▸ **What is required**
Word for word, copy the records and drop the pictures.

▸ **Material supplied**
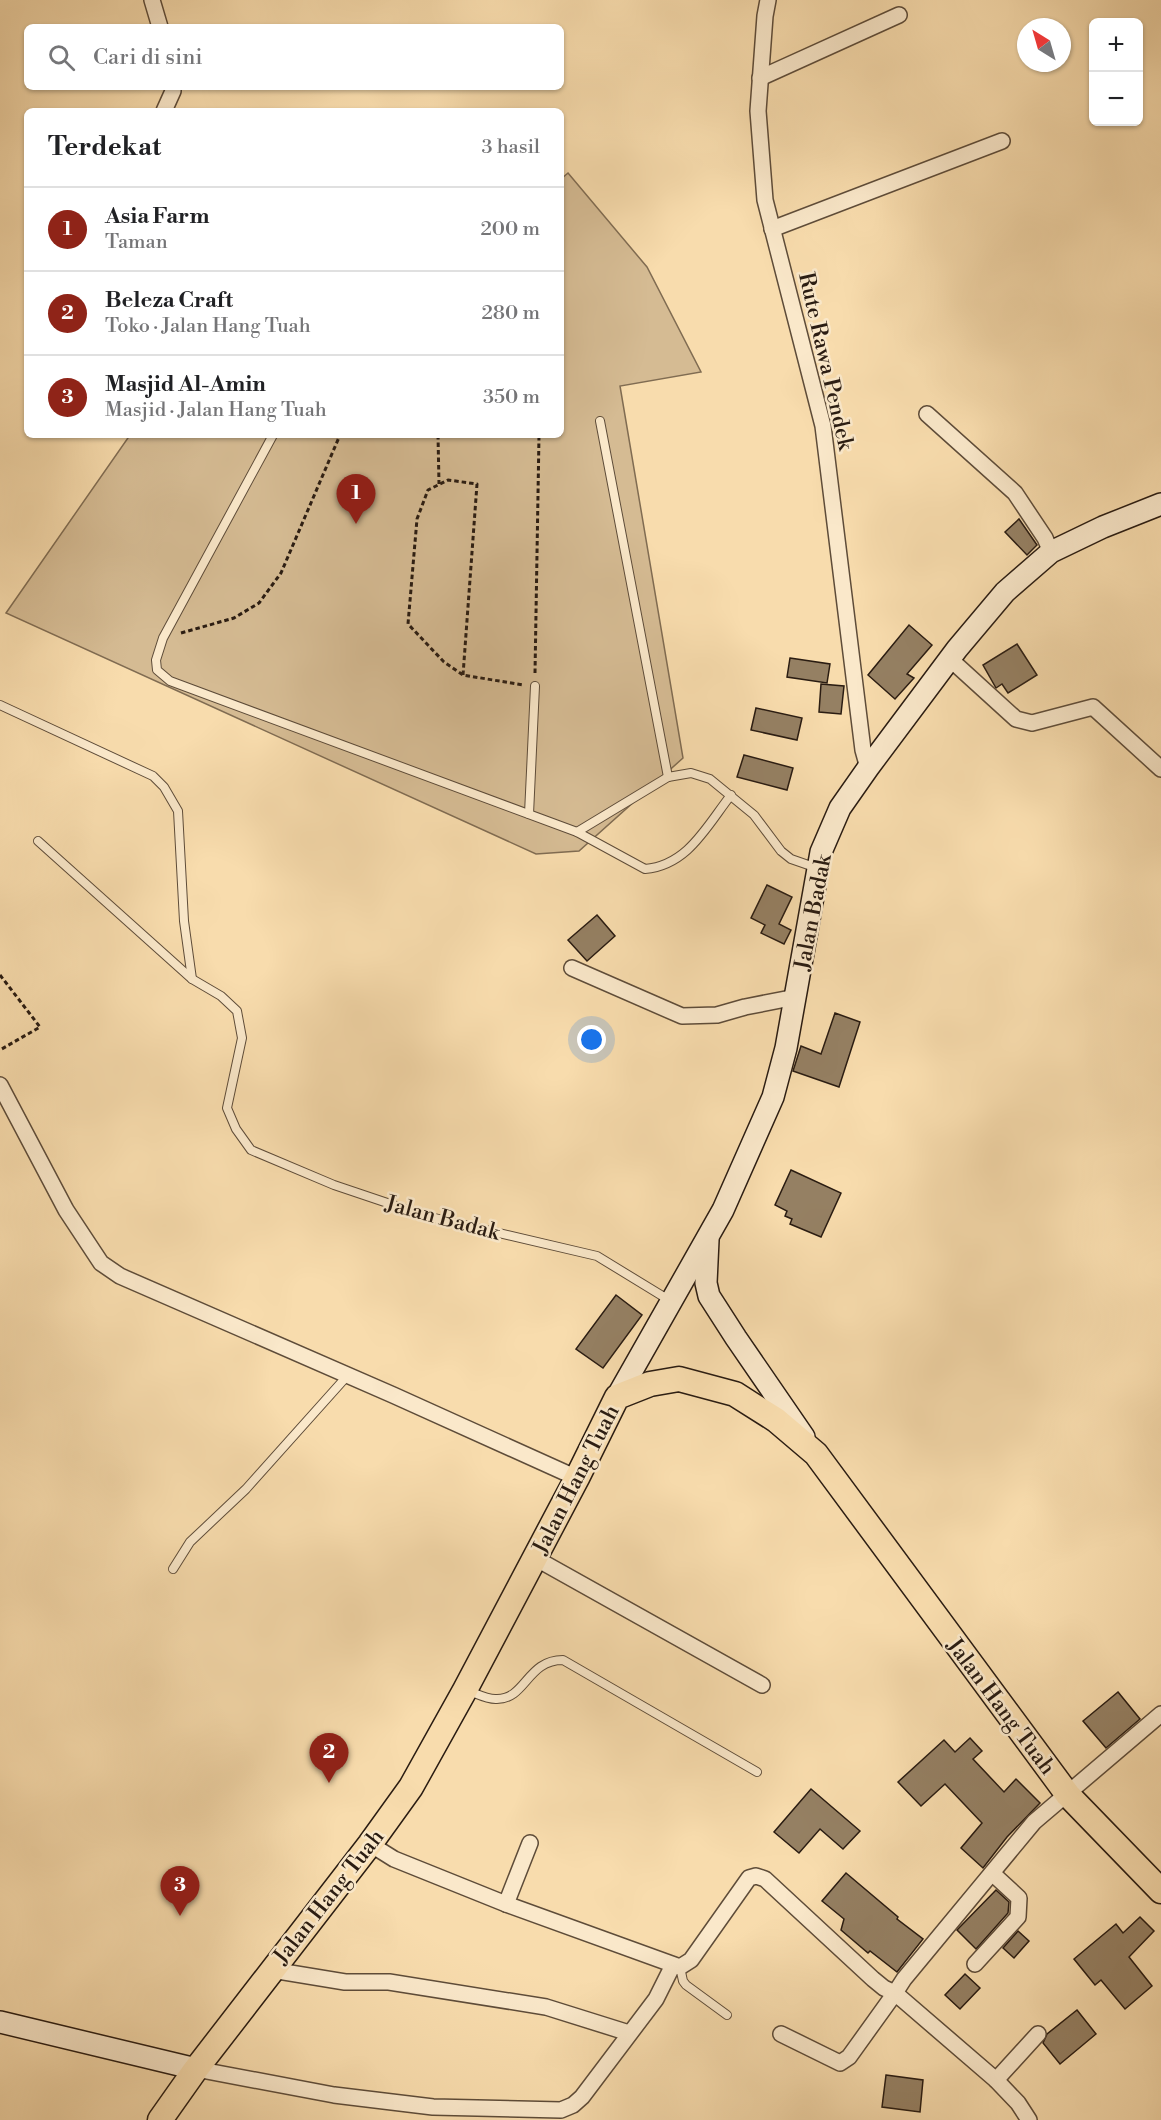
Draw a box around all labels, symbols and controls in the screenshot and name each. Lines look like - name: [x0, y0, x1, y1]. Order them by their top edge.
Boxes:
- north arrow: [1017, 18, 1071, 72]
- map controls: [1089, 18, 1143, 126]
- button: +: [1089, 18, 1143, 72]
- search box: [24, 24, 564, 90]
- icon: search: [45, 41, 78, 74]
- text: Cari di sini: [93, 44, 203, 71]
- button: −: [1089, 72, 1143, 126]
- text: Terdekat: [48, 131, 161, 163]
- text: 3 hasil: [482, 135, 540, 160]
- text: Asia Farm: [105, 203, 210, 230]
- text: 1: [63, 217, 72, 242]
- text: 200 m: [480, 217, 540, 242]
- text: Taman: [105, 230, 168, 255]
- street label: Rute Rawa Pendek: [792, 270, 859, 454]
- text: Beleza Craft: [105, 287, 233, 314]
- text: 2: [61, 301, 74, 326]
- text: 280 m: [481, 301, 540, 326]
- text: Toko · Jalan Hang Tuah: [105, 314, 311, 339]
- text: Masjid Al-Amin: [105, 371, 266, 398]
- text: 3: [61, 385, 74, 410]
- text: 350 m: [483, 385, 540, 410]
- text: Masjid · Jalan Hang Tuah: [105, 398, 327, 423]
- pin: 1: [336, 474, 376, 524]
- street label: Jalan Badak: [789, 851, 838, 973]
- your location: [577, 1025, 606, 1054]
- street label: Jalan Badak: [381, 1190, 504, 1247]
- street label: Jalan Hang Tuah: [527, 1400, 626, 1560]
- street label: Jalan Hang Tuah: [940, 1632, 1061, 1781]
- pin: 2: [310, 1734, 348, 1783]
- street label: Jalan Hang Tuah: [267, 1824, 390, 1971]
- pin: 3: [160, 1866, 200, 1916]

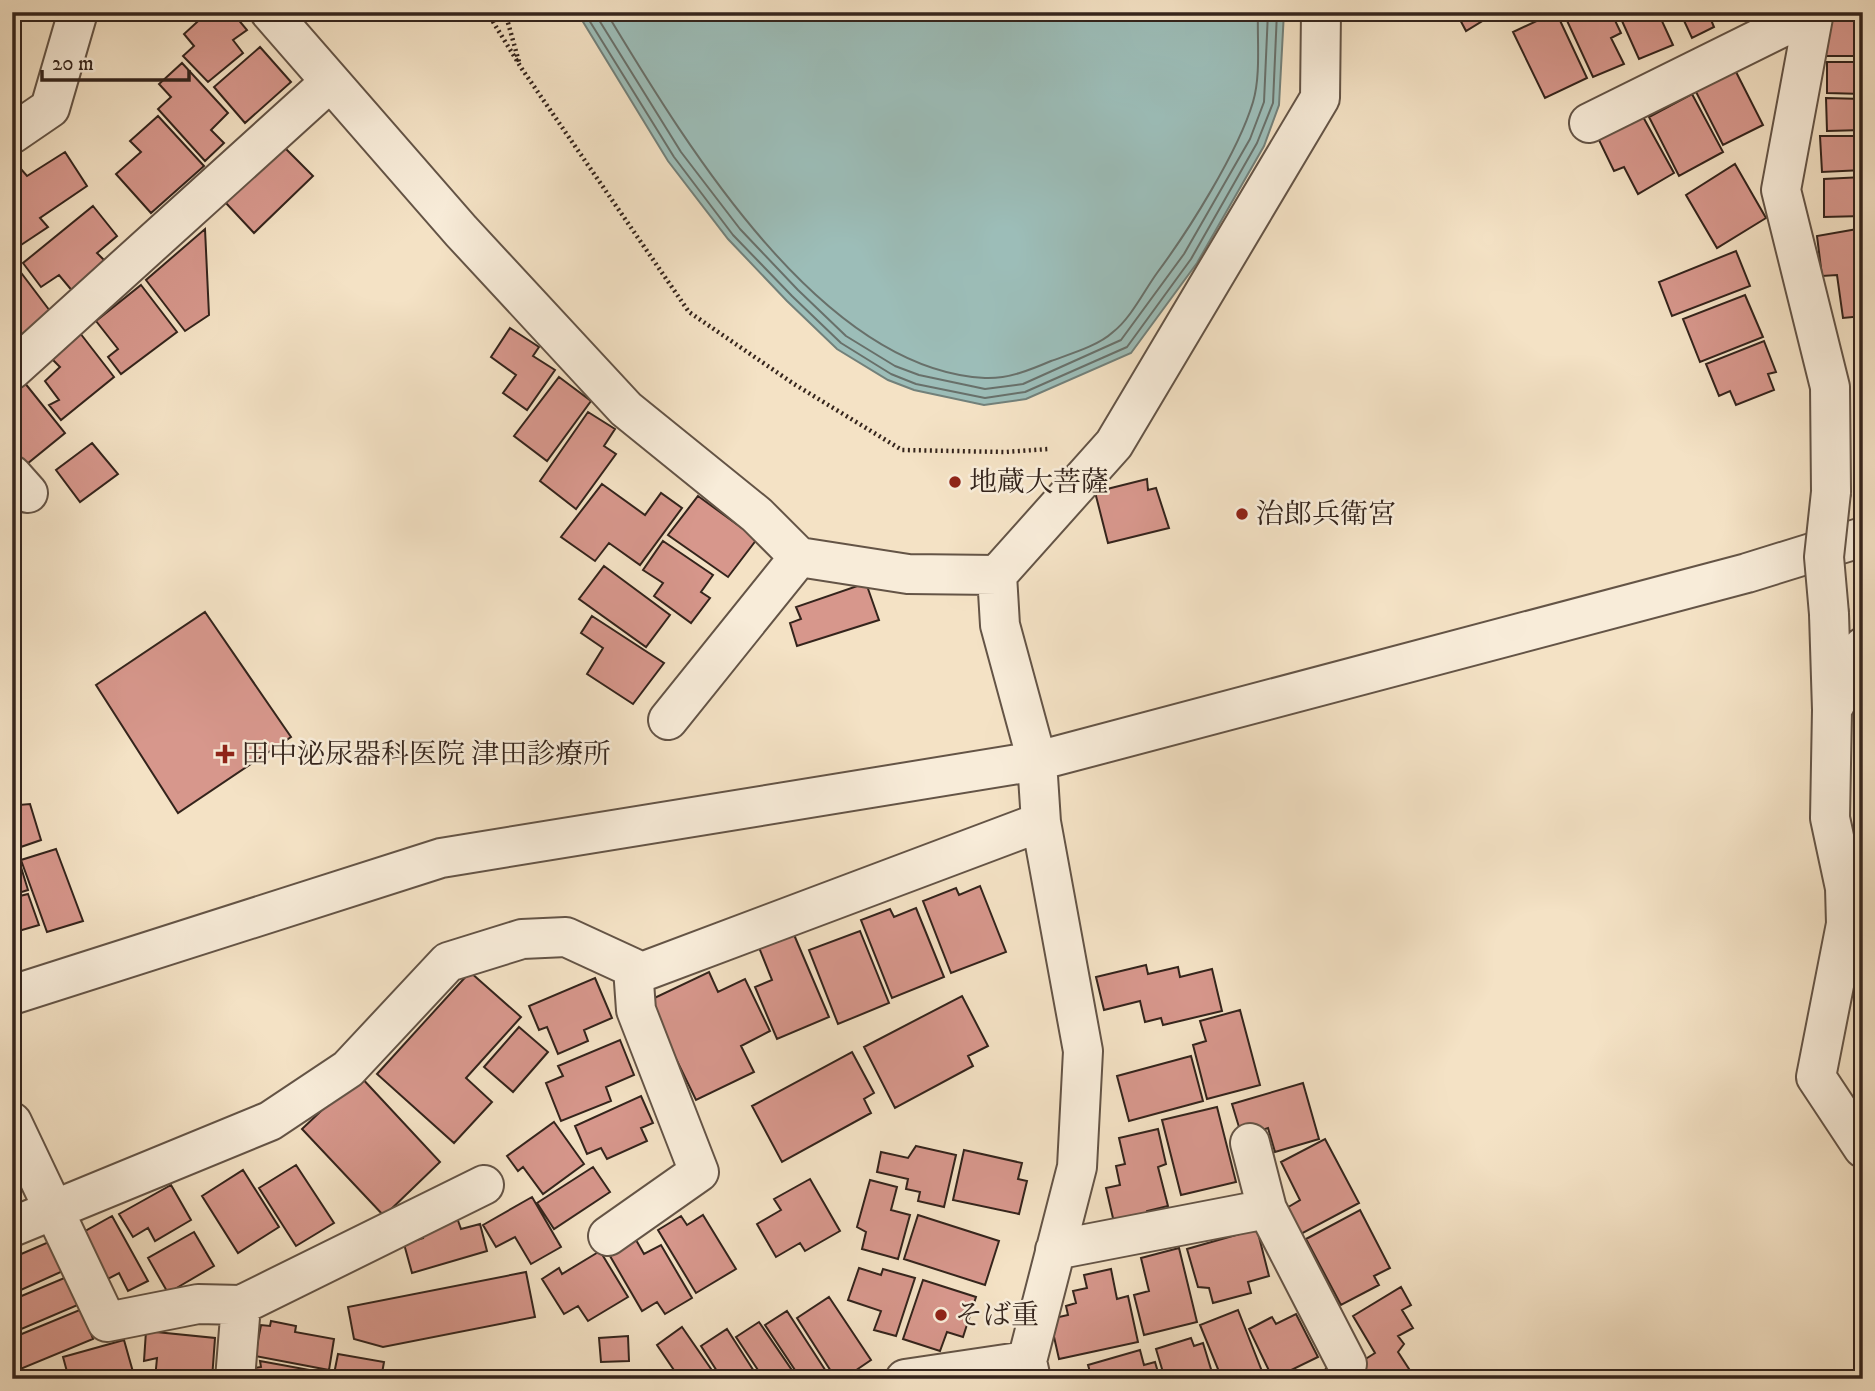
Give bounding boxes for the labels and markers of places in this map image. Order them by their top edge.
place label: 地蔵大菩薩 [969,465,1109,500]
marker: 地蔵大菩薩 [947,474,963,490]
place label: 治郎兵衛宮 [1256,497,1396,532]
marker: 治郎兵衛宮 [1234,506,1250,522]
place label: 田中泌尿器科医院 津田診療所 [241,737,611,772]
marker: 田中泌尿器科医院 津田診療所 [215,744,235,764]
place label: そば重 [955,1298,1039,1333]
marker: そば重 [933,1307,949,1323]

▸ **Answer to this task**
Draw a box around all labels, symbols and controls in the screenshot and name each. Lines look like - name: [x0, y0, x1, y1]. Order them by their top edge.
Boxes:
- north arrow: [1017, 18, 1071, 72]
- map controls: [1089, 18, 1143, 126]
- button: +: [1089, 18, 1143, 72]
- search box: [24, 24, 564, 90]
- icon: search: [45, 41, 78, 74]
- text: Cari di sini: [93, 44, 203, 71]
- button: −: [1089, 72, 1143, 126]
- text: Terdekat: [48, 131, 161, 163]
- text: 3 hasil: [482, 135, 540, 160]
- text: Asia Farm: [105, 203, 210, 230]
- text: 1: [63, 217, 72, 242]
- text: 200 m: [480, 217, 540, 242]
- text: Taman: [105, 230, 168, 255]
- street label: Rute Rawa Pendek: [792, 270, 859, 454]
- text: Beleza Craft: [105, 287, 233, 314]
- text: 2: [61, 301, 74, 326]
- text: 280 m: [481, 301, 540, 326]
- text: Toko · Jalan Hang Tuah: [105, 314, 311, 339]
- text: Masjid Al-Amin: [105, 371, 266, 398]
- text: 3: [61, 385, 74, 410]
- text: 350 m: [483, 385, 540, 410]
- text: Masjid · Jalan Hang Tuah: [105, 398, 327, 423]
- pin: 1: [336, 474, 376, 524]
- street label: Jalan Badak: [789, 851, 838, 973]
- your location: [577, 1025, 606, 1054]
- street label: Jalan Badak: [381, 1190, 504, 1247]
- street label: Jalan Hang Tuah: [527, 1400, 626, 1560]
- street label: Jalan Hang Tuah: [940, 1632, 1061, 1781]
- pin: 2: [310, 1734, 348, 1783]
- street label: Jalan Hang Tuah: [267, 1824, 390, 1971]
- pin: 3: [160, 1866, 200, 1916]

Give bounding boxes for the labels and markers of places in this map image. Order them by their top edge.
place label: 地蔵大菩薩 [969,465,1109,500]
marker: 地蔵大菩薩 [947,474,963,490]
place label: 治郎兵衛宮 [1256,497,1396,532]
marker: 治郎兵衛宮 [1234,506,1250,522]
place label: 田中泌尿器科医院 津田診療所 [241,737,611,772]
marker: 田中泌尿器科医院 津田診療所 [215,744,235,764]
place label: そば重 [955,1298,1039,1333]
marker: そば重 [933,1307,949,1323]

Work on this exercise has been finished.